Precise atom manipulation through deep reinforcement learning

TL;DR

This paper demonstrates how deep reinforcement learning can autonomously control atomic manipulation in scanning tunneling microscopy, achieving precise atomic assembly and advancing nanoscale fabrication.

Contribution

It introduces a DRL-based method for real-world atom manipulation, integrating path planning for autonomous atomic assembly, addressing challenges like unknown parameters and tip changes.

Findings

DRL achieves atomic precision in manipulating Ag adatoms

The system enables autonomous atomic assembly

Enhanced data efficiency with combined RL techniques

Abstract

Atomic-scale manipulation in scanning tunneling microscopy has enabled the creation of quantum states of matter based on artificial structures and extreme miniaturization of computational circuitry based on individual atoms. The ability to autonomously arrange atomic structures with precision will enable the scaling up of nanoscale fabrication and expand the range of artificial structures hosting exotic quantum states.
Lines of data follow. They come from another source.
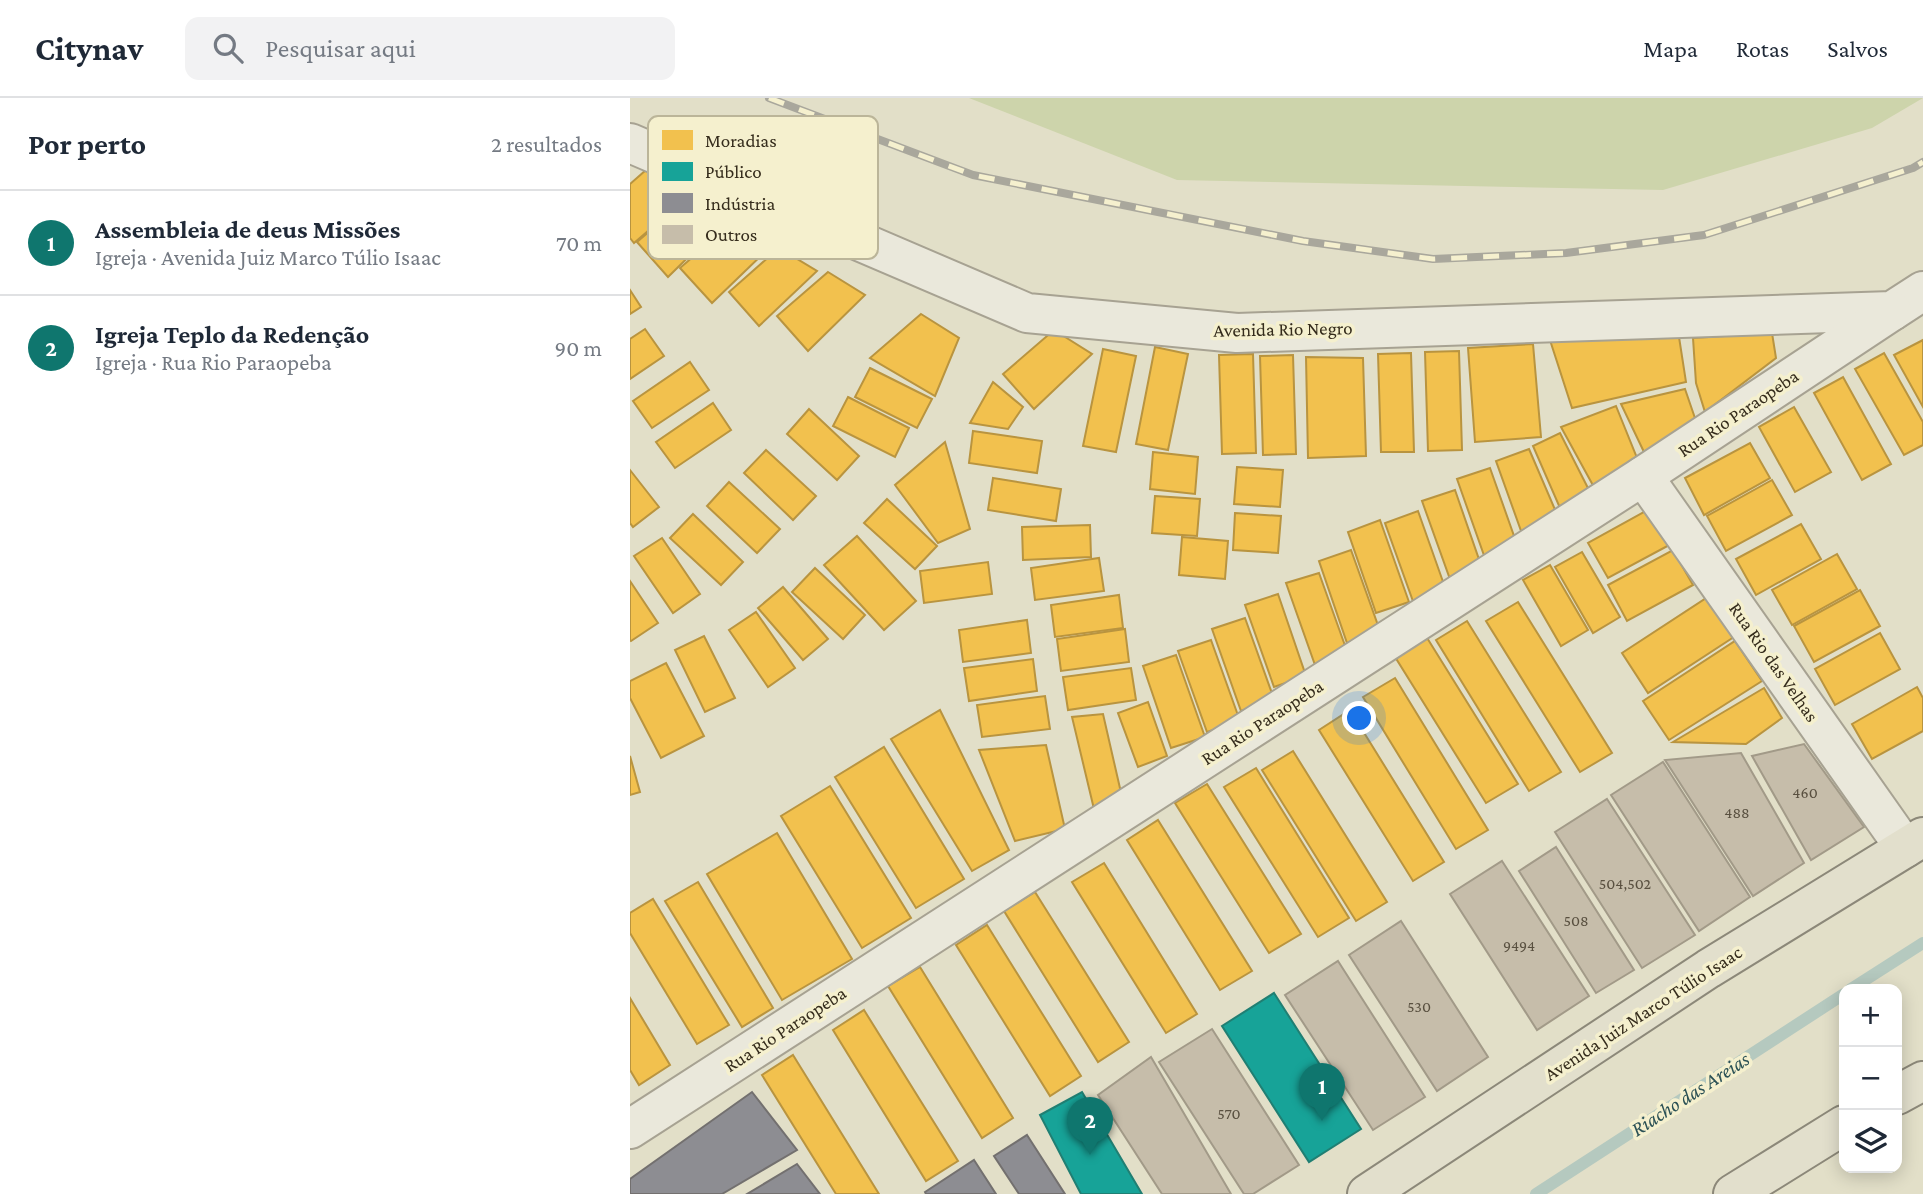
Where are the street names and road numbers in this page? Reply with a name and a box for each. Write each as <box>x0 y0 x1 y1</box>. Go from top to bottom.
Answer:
street label: Avenida Rio Negro <box>1213 317 1353 341</box>
street label: Rua Rio Paraopeba <box>1674 365 1802 461</box>
street label: Rua Rio das Velhas <box>1725 598 1823 726</box>
street label: Rua Rio Paraopeba <box>1197 675 1327 769</box>
street label: Avenida Juiz Marco Túlio Isaac <box>1540 941 1746 1085</box>
street label: Rua Rio Paraopeba <box>720 982 850 1076</box>

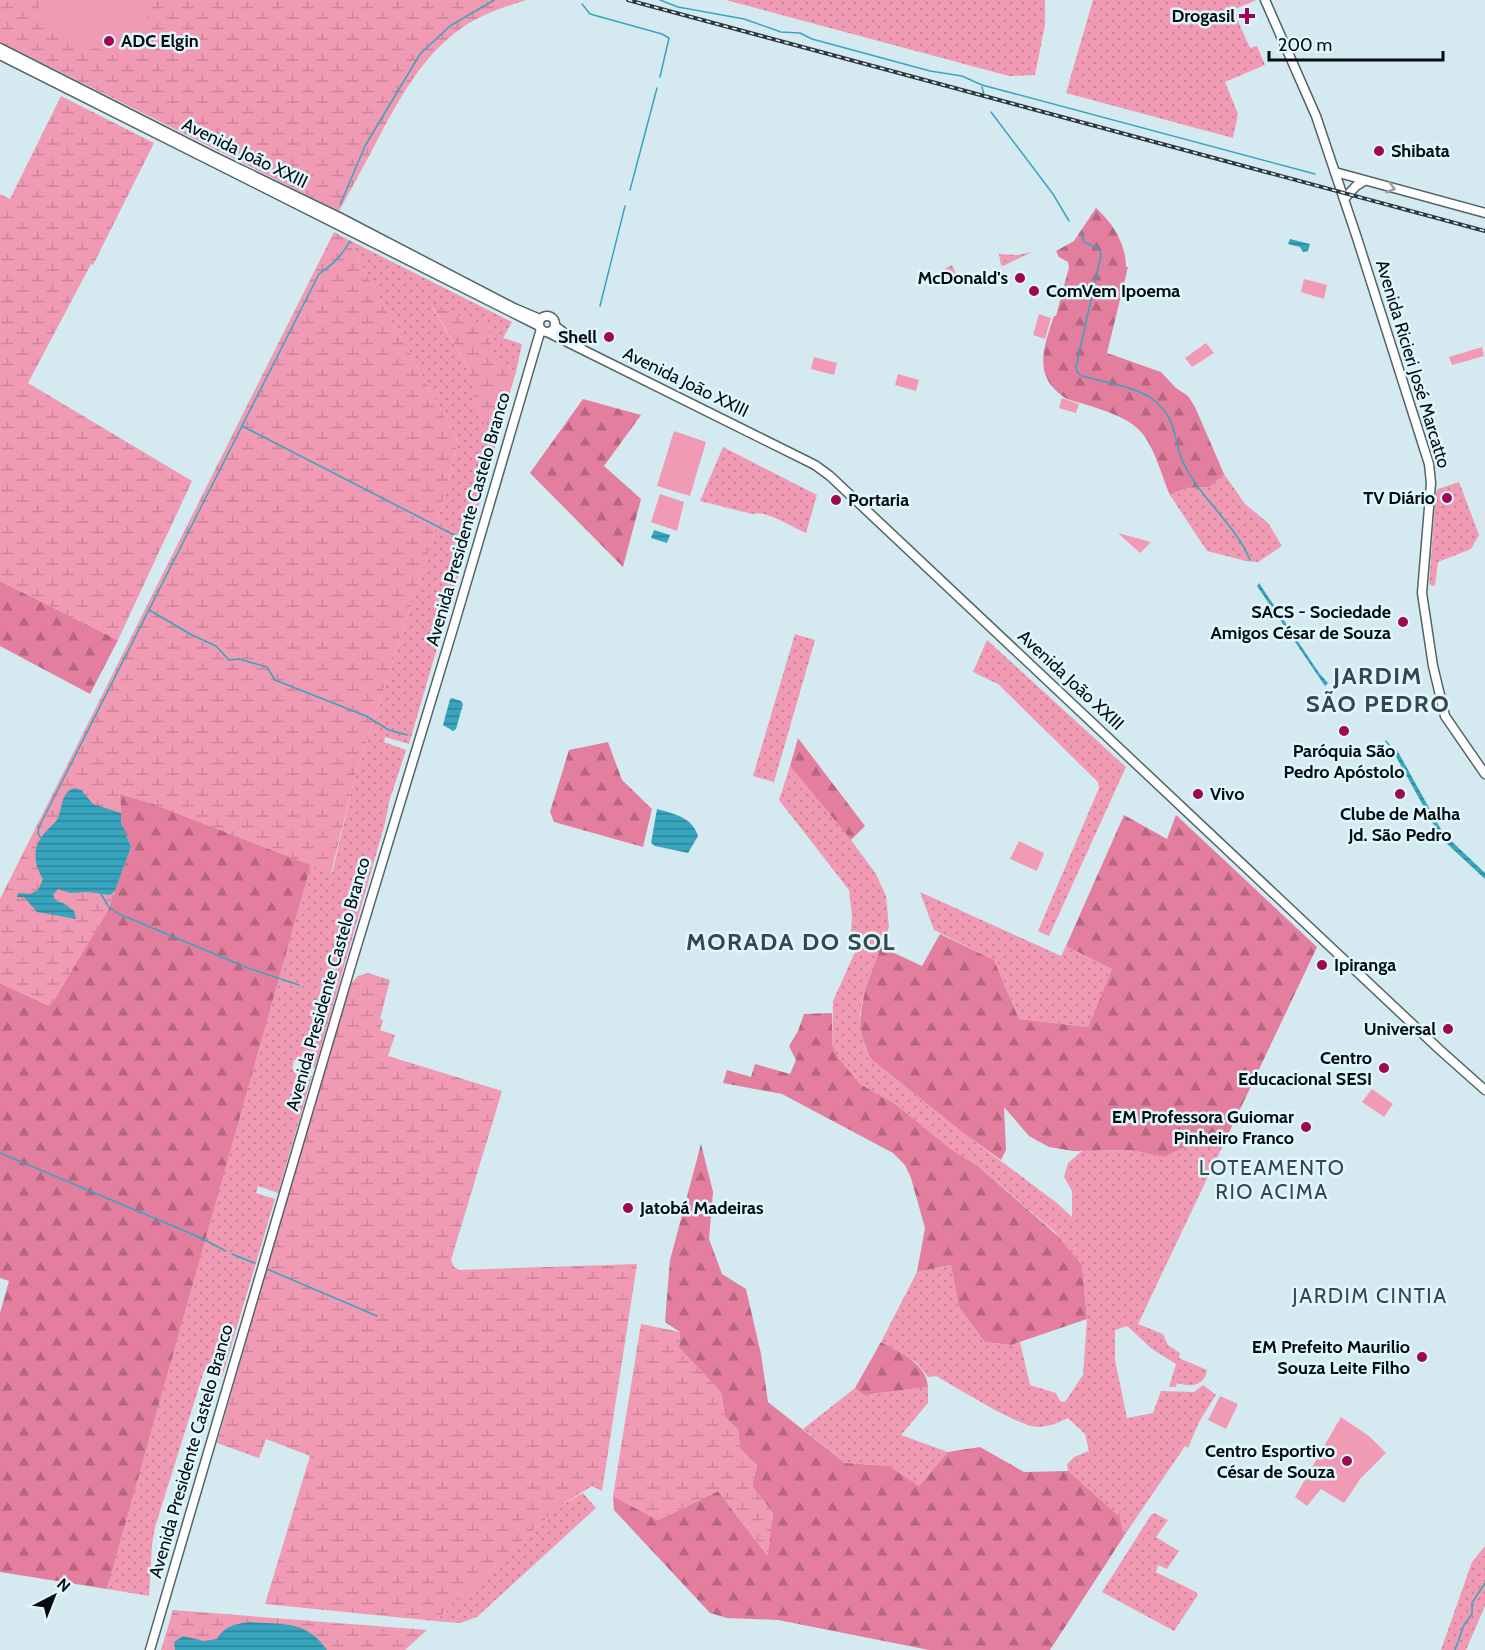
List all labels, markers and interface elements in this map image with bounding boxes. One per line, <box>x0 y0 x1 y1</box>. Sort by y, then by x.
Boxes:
place label: Drogasil <box>1171 5 1235 27</box>
marker: Drogasil <box>1240 9 1254 23</box>
scale bar <box>1269 24 1443 62</box>
place label: ADC Elgin <box>121 30 199 52</box>
marker: ADC Elgin <box>102 34 116 48</box>
text: 200 m <box>1278 34 1332 56</box>
street label: Avenida João XXIII <box>179 113 311 193</box>
place label: Shibata <box>1391 140 1450 162</box>
marker: Shibata <box>1372 144 1386 158</box>
one-way arrow <box>1386 180 1396 193</box>
street label: Avenida Ricieri José Marcatto <box>1371 257 1455 471</box>
place label: McDonald's <box>918 267 1008 289</box>
marker: McDonald's <box>1013 271 1027 285</box>
place label: ComVem Ipoema <box>1046 280 1180 302</box>
marker: ComVem Ipoema <box>1027 284 1041 298</box>
place label: Shell <box>558 326 597 348</box>
marker: Shell <box>602 330 616 344</box>
street label: Avenida João XXIII <box>620 342 752 422</box>
street label: Avenida Presidente Castelo Branco <box>421 390 515 648</box>
place label: TV Diário <box>1363 487 1435 509</box>
place label: Portaria <box>848 489 909 511</box>
marker: TV Diário <box>1440 491 1454 505</box>
marker: Portaria <box>829 493 843 507</box>
place label: SACS - Sociedade Amigos César de Souza <box>1211 601 1391 644</box>
marker: SACS - Sociedade Amigos César de Souza <box>1396 615 1410 629</box>
street label: Avenida João XXIII <box>1013 625 1129 735</box>
district label: JARDIM SÃO PEDRO <box>1306 661 1450 718</box>
marker: Paróquia São Pedro Apóstolo <box>1337 724 1351 738</box>
place label: Paróquia São Pedro Apóstolo <box>1284 740 1404 783</box>
place label: Vivo <box>1210 783 1244 805</box>
marker: Vivo <box>1191 787 1205 801</box>
marker: Clube de Malha Jd. São Pedro <box>1393 787 1407 801</box>
place label: Clube de Malha Jd. São Pedro <box>1340 803 1460 846</box>
street label: Avenida Presidente Castelo Branco <box>281 855 375 1113</box>
district label: MORADA DO SOL <box>686 927 896 956</box>
place label: Ipiranga <box>1334 954 1396 976</box>
marker: Ipiranga <box>1315 958 1329 972</box>
place label: Universal <box>1364 1018 1436 1040</box>
marker: Universal <box>1441 1022 1455 1036</box>
place label: Centro Educacional SESI <box>1238 1047 1372 1090</box>
marker: Centro Educacional SESI <box>1377 1061 1391 1075</box>
place label: EM Professora Guiomar Pinheiro Franco <box>1112 1106 1294 1149</box>
marker: EM Professora Guiomar Pinheiro Franco <box>1299 1120 1313 1134</box>
district label: LOTEAMENTO RIO ACIMA <box>1199 1155 1345 1204</box>
place label: Jatobá Madeiras <box>639 1197 764 1219</box>
marker: Jatobá Madeiras <box>621 1201 635 1215</box>
district label: JARDIM CINTIA <box>1291 1283 1448 1308</box>
street label: Avenida Presidente Castelo Branco <box>144 1322 238 1580</box>
place label: EM Prefeito Maurilio Souza Leite Filho <box>1252 1336 1410 1379</box>
marker: EM Prefeito Maurilio Souza Leite Filho <box>1415 1350 1429 1364</box>
place label: Centro Esportivo César de Souza <box>1205 1440 1335 1483</box>
marker: Centro Esportivo César de Souza <box>1340 1454 1354 1468</box>
north arrow <box>24 1566 84 1626</box>
text: N <box>53 1574 74 1596</box>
However, the \textit{a priori} unknown manipulation parameters, the possibility of spontaneous tip apex changes, and the difficulty of modeling tip-atom interactions make it challenging to select manipulation parameters that can achieve atomic precision throughout extended operations. Here we use deep reinforcement learning (DRL) to control the real-world atom manipulation process. Several state-of-the-art reinforcement learning techniques are used jointly to boost data efficiency. The reinforcement learning agent learns to manipulate Ag adatoms on Ag(111) surfaces with optimal precision and is integrated with path planning algorithms to complete an autonomous atomic assembly system. The results demonstrate that state-of-the-art deep reinforcement learning can offer effective solutions to real-world challenges in nanofabrication and powerful approaches to increasingly complex scientific experiments at the atomic scale.